Task to carry out: Transcribe all of the data exactly. Images stay out.
Exercise data START
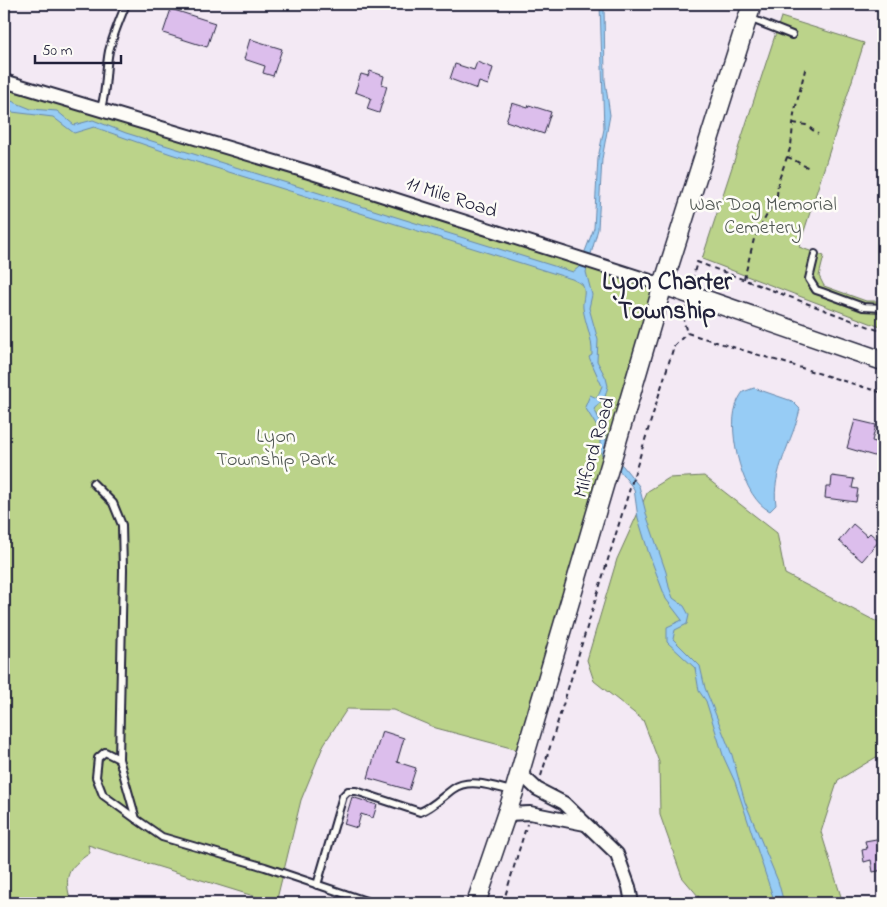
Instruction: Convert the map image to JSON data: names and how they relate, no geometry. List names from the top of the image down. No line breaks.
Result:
{"streets":{"street":["11 Mile Road","Milford Road"]},"crossings":[["11 Mile Road","Milford Road"]],"districts":["Lyon Charter Township"],"parks":["War Dog Memorial Cemetery","Lyon Township Park"],"scale_bar":"50 m"}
Exercise data END
Your solution:
Instruction: Convert the map image to JSON data: names and how they relate, no geometry. List names from the top of the image down. No line breaks.
Result:
{"streets":{"street":["11 Mile Road","Milford Road"]},"crossings":[["11 Mile Road","Milford Road"]],"districts":["Lyon Charter Township"],"parks":["War Dog Memorial Cemetery","Lyon Township Park"],"scale_bar":"50 m"}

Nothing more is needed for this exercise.